SACRAMENTO–Governor Gavin Newsom Wednesday announced that Washington and Oregon, members of the Western States Pact, will participate with California in piloting a project to test promising exposure notification technology.
These states join other members of the Western States Pact, Colorado, and Nevada, along with states and universities across the country, in piloting this technology.
Announced Friday by the California Department of Public Health and the California Department of Technology, the pilot project will test the Exposure Notification Express mobile application pioneered by Google and Apple. The app confidentially notifies individuals who may have been exposed to someone who tested positive for the virus. Privacy and security are central to the design of the technology, which does not collect location data from any device and never shares user identities. Users must opt-in to the technology.
“Exposure notification technology has tremendous potential to slow the spread of COVID-19 within our communities and our region,” said Governor Gavin Newsom. “With the participation of the Western States Pact in this important endeavor, our public health officials and academic and technology partners can share experiences and lessons as they develop the Exposure Notification Express application. I thank my fellow governors for so many acts of collaboration and coordination during this crisis, and I look forward to our continued partnership in the fight against COVID-19.”

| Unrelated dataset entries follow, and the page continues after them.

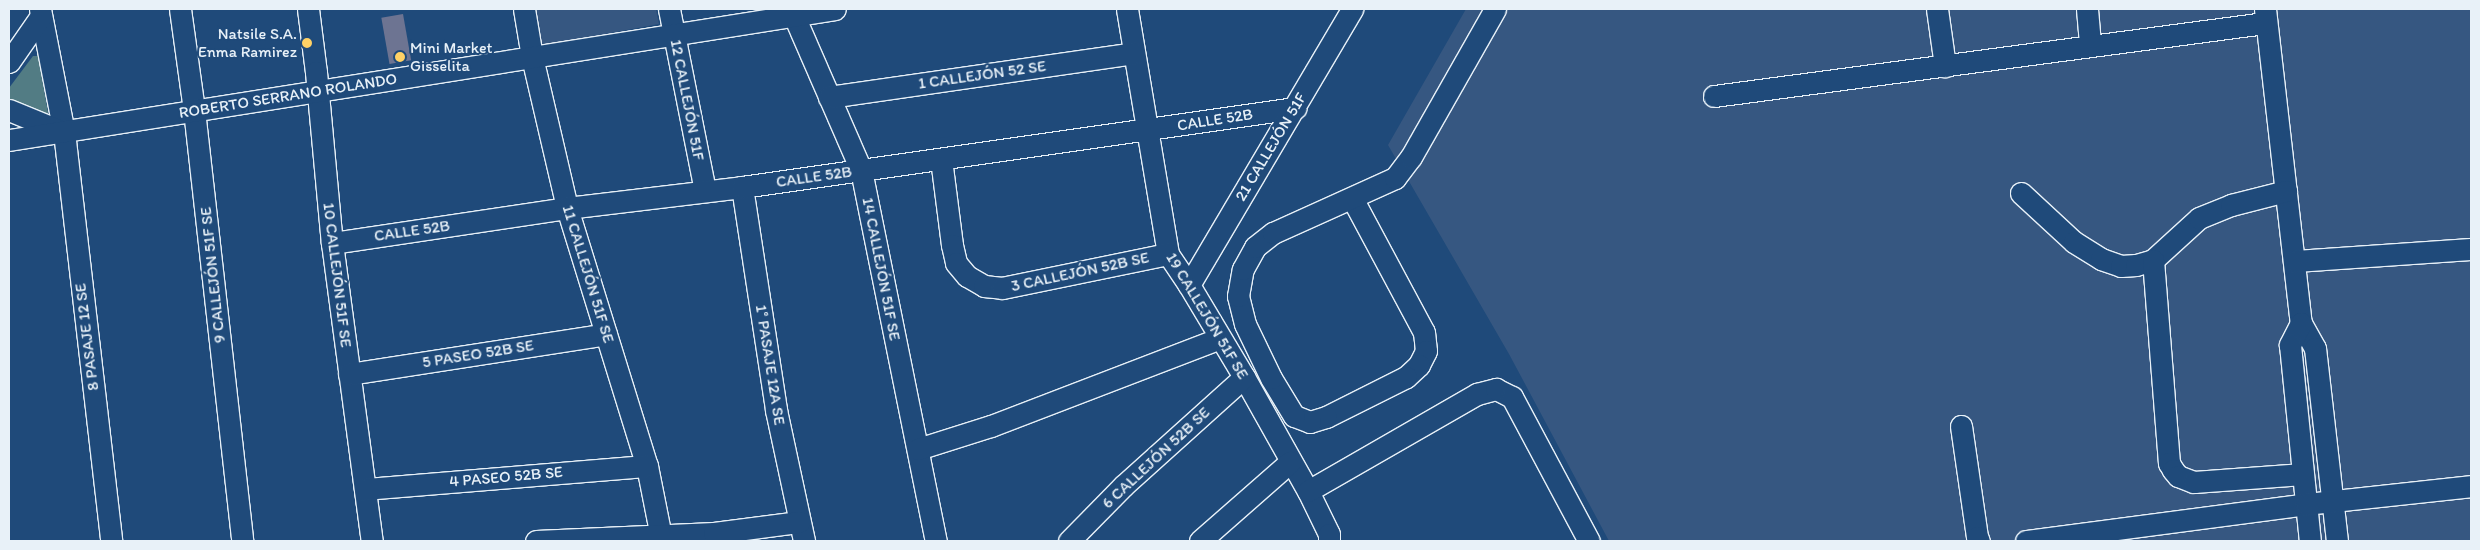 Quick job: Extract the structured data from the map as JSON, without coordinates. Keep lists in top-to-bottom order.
{
  "streets": {
    "street": [
      "1 CALLEJÓN 52 SE",
      "ROBERTO SERRANO ROLANDO",
      "12 CALLEJÓN 51F",
      "CALLE 52B",
      "21 CALLEJÓN 51F",
      "14 CALLEJÓN 51F SE",
      "3 CALLEJÓN 52B SE",
      "11 CALLEJÓN 51F SE",
      "9 CALLEJÓN 51F SE",
      "10 CALLEJÓN 51F SE",
      "19 CALLEJÓN 51F SE",
      "8 PASAJE 12 SE",
      "5 PASEO 52B SE",
      "1° PASAJE 12A SE",
      "6 CALLEJÓN 52B SE",
      "4 PASEO 52B SE"
    ]
  },
  "crossings": [
    ["1 CALLEJÓN 52 SE", "14 CALLEJÓN 51F SE"],
    ["1 CALLEJÓN 52 SE", "19 CALLEJÓN 51F SE"],
    ["ROBERTO SERRANO ROLANDO", "12 CALLEJÓN 51F"],
    ["ROBERTO SERRANO ROLANDO", "14 CALLEJÓN 51F SE"],
    ["ROBERTO SERRANO ROLANDO", "11 CALLEJÓN 51F SE"],
    ["ROBERTO SERRANO ROLANDO", "9 CALLEJÓN 51F SE"],
    ["ROBERTO SERRANO ROLANDO", "10 CALLEJÓN 51F SE"],
    ["ROBERTO SERRANO ROLANDO", "8 PASAJE 12 SE"],
    ["12 CALLEJÓN 51F", "CALLE 52B"],
    ["CALLE 52B", "21 CALLEJÓN 51F"],
    ["CALLE 52B", "14 CALLEJÓN 51F SE"],
    ["CALLE 52B", "3 CALLEJÓN 52B SE"],
    ["CALLE 52B", "11 CALLEJÓN 51F SE"],
    ["CALLE 52B", "10 CALLEJÓN 51F SE"],
    ["CALLE 52B", "19 CALLEJÓN 51F SE"],
    ["CALLE 52B", "1° PASAJE 12A SE"],
    ["21 CALLEJÓN 51F", "19 CALLEJÓN 51F SE"],
    ["3 CALLEJÓN 52B SE", "19 CALLEJÓN 51F SE"],
    ["11 CALLEJÓN 51F SE", "5 PASEO 52B SE"],
    ["11 CALLEJÓN 51F SE", "4 PASEO 52B SE"],
    ["10 CALLEJÓN 51F SE", "5 PASEO 52B SE"],
    ["10 CALLEJÓN 51F SE", "4 PASEO 52B SE"],
    ["19 CALLEJÓN 51F SE", "6 CALLEJÓN 52B SE"]
  ],
  "places": ["Natsile S.A. Enma Ramirez", "Mini Market Gisselita"]
} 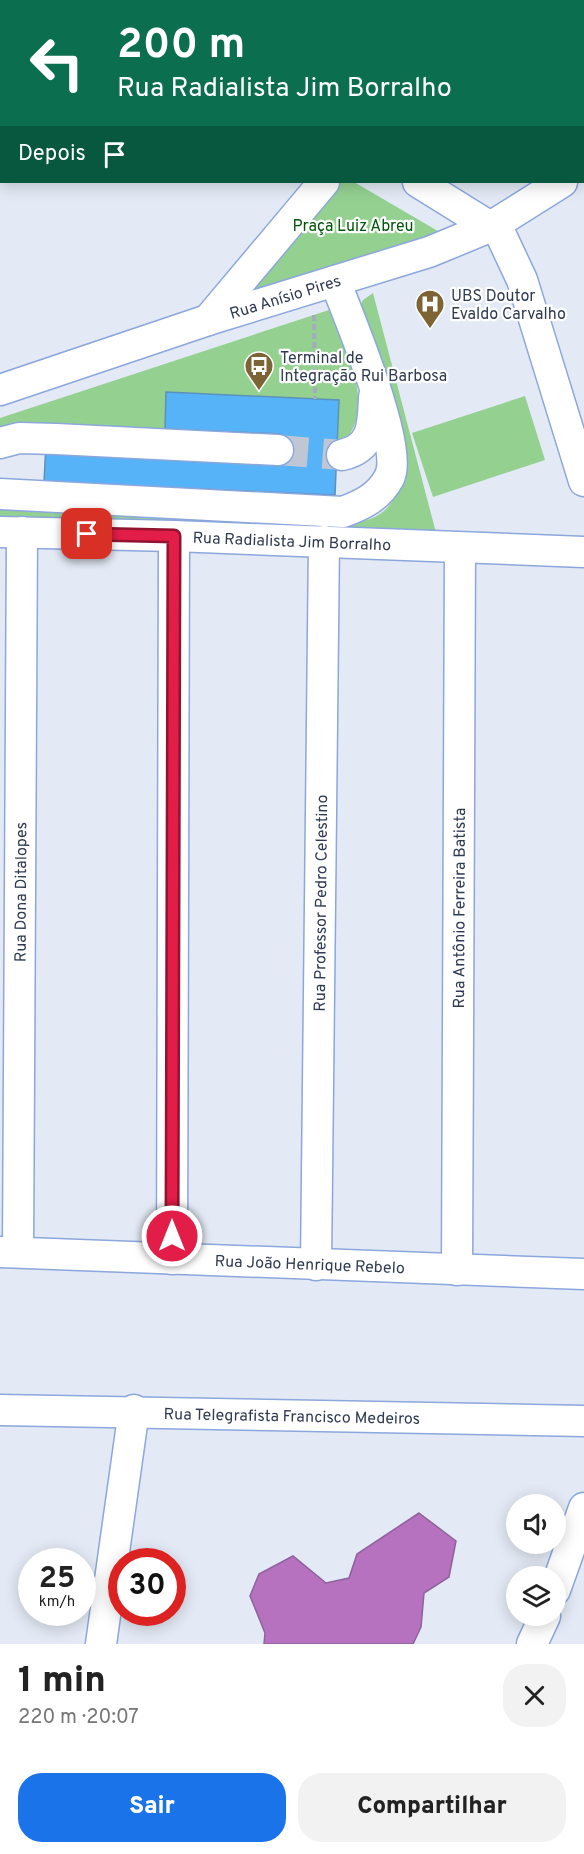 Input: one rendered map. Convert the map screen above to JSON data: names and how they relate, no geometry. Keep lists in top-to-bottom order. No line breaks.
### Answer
{"streets":{"street":["Rua Anísio Pires","Rua Radialista Jim Borralho","Rua Dona Ditalopes","Rua Professor Pedro Celestino","Rua Antônio Ferreira Batista","Rua João Henrique Rebelo","Rua Telegrafista Francisco Medeiros"]},"crossings":[["Rua Radialista Jim Borralho","Rua Dona Ditalopes"],["Rua Radialista Jim Borralho","Rua Professor Pedro Celestino"],["Rua Radialista Jim Borralho","Rua Antônio Ferreira Batista"],["Rua Dona Ditalopes","Rua João Henrique Rebelo"],["Rua Professor Pedro Celestino","Rua João Henrique Rebelo"],["Rua Antônio Ferreira Batista","Rua João Henrique Rebelo"]],"parks":["Praça Luiz Abreu"],"places":{"hospital":["UBS Doutor Evaldo Carvalho"],"bus stop":["Terminal de Integração Rui Barbosa"]},"page":{"turn":["200 m","Rua Radialista Jim Borralho"],"then":"Depois","speed":"25 km/h","limit":"30","heading":["1 min","220 m · 20:07"],"buttons":["Sair","Compartilhar"]}} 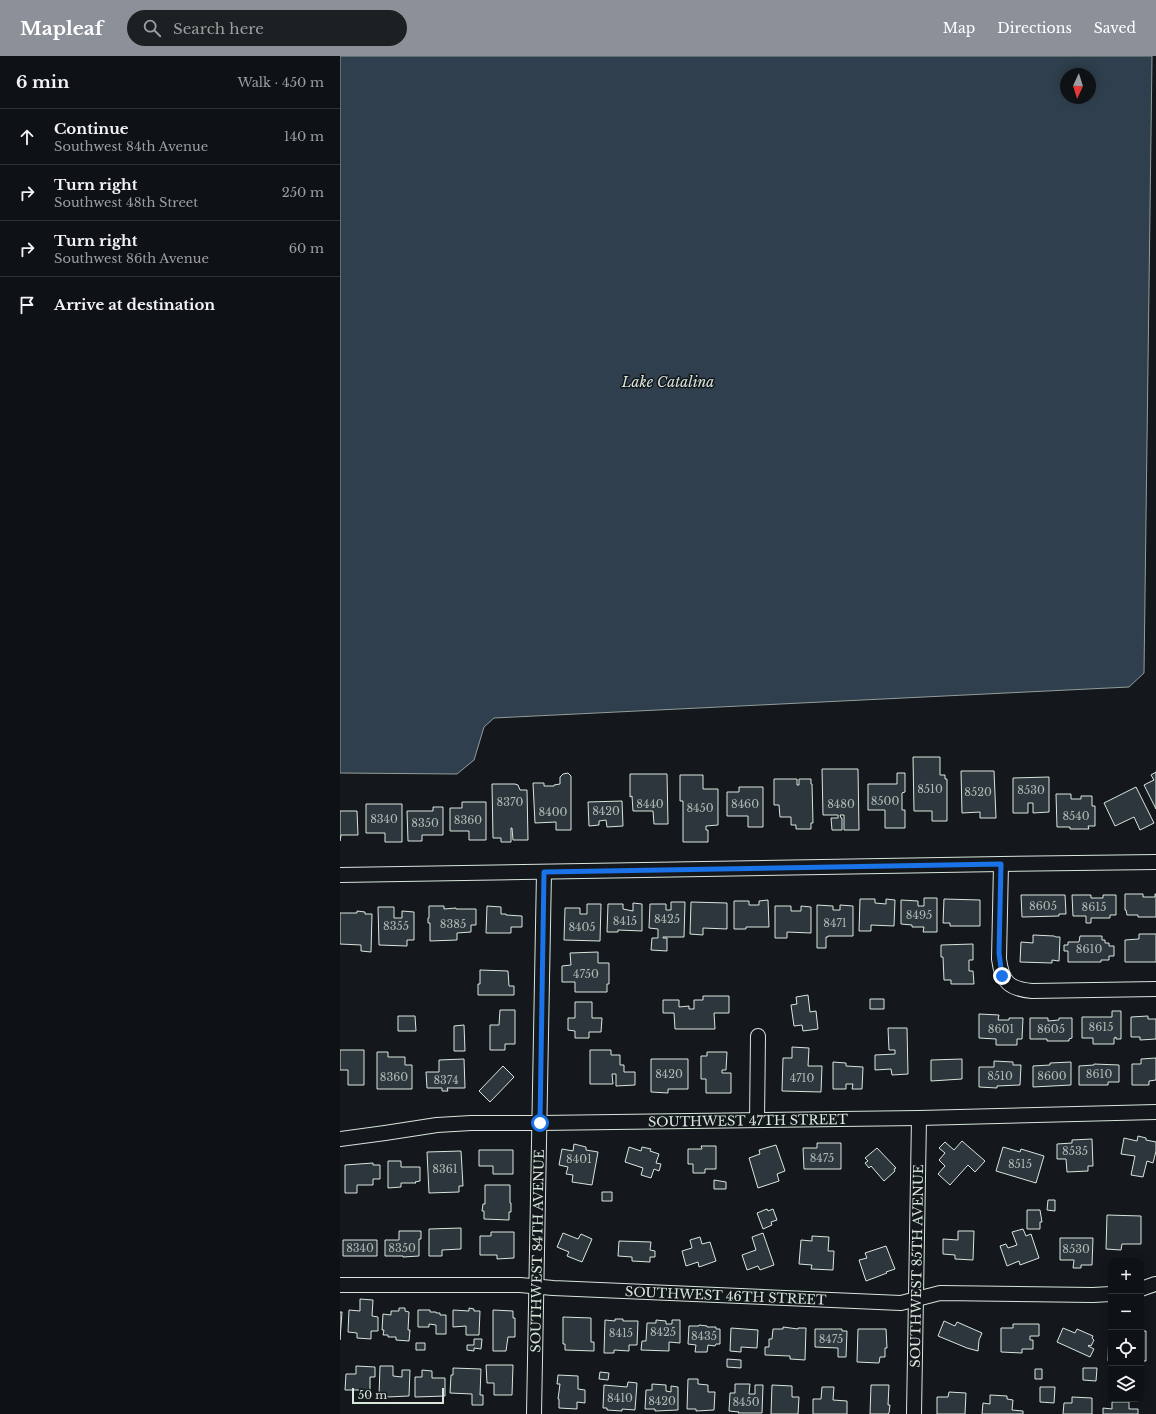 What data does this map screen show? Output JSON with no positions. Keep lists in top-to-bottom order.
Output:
{
  "streets": {
    "street": [
      "SOUTHWEST 47TH STREET",
      "SOUTHWEST 84TH AVENUE",
      "SOUTHWEST 85TH AVENUE",
      "SOUTHWEST 46TH STREET"
    ]
  },
  "crossings": [
    ["SOUTHWEST 47TH STREET", "SOUTHWEST 84TH AVENUE"],
    ["SOUTHWEST 47TH STREET", "SOUTHWEST 85TH AVENUE"],
    ["SOUTHWEST 84TH AVENUE", "SOUTHWEST 46TH STREET"],
    ["SOUTHWEST 85TH AVENUE", "SOUTHWEST 46TH STREET"]
  ],
  "water": ["Lake Catalina"],
  "house_numbers": [
    "8510",
    "8530",
    "8520",
    "8500",
    "8370",
    "8440",
    "8460",
    "8480",
    "8450",
    "8420",
    "8400",
    "8540",
    "8340",
    "8360",
    "8350",
    "8605",
    "8615",
    "8495",
    "8425",
    "8415",
    "8471",
    "8385",
    "8355",
    "8405",
    "8610",
    "4750",
    "8615",
    "8601",
    "8605",
    "8420",
    "8610",
    "8510",
    "8600",
    "8360",
    "4710",
    "8374",
    "8535",
    "8475",
    "8401",
    "8515",
    "8361",
    "8340",
    "8350",
    "8530",
    "8425",
    "8415",
    "8435",
    "8475",
    "8410",
    "8420",
    "8450"
  ],
  "scale_bar": "50 m",
  "north": "bottom",
  "page": {
    "header": "Mapleaf",
    "search": "Search here",
    "nav": ["Map", "Directions", "Saved"],
    "heading": ["6 min", "Walk · 450 m"],
    "list": [
      ["Continue", "Southwest 84th Avenue", "140 m"],
      ["Turn right", "Southwest 48th Street", "250 m"],
      ["Turn right", "Southwest 86th Avenue", "60 m"],
      "Arrive at destination"
    ],
    "map_buttons": ["+", "−"],
    "scale": "50 m"
  }
}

“Exposure notification is one of the most important things we can do in a pandemic. Getting this information to people who may have been exposed to COVID-19 helps them take the steps they need to stay healthy, and it helps their communities from potentially being further exposed,” said Washington Governor Jay Inslee. “In the absence of a strong national strategy to fight COVID-19, coordinated efforts between states on reining in this pandemic are critical. Washingtonians are grateful to have partners like Oregon and California in this fight.”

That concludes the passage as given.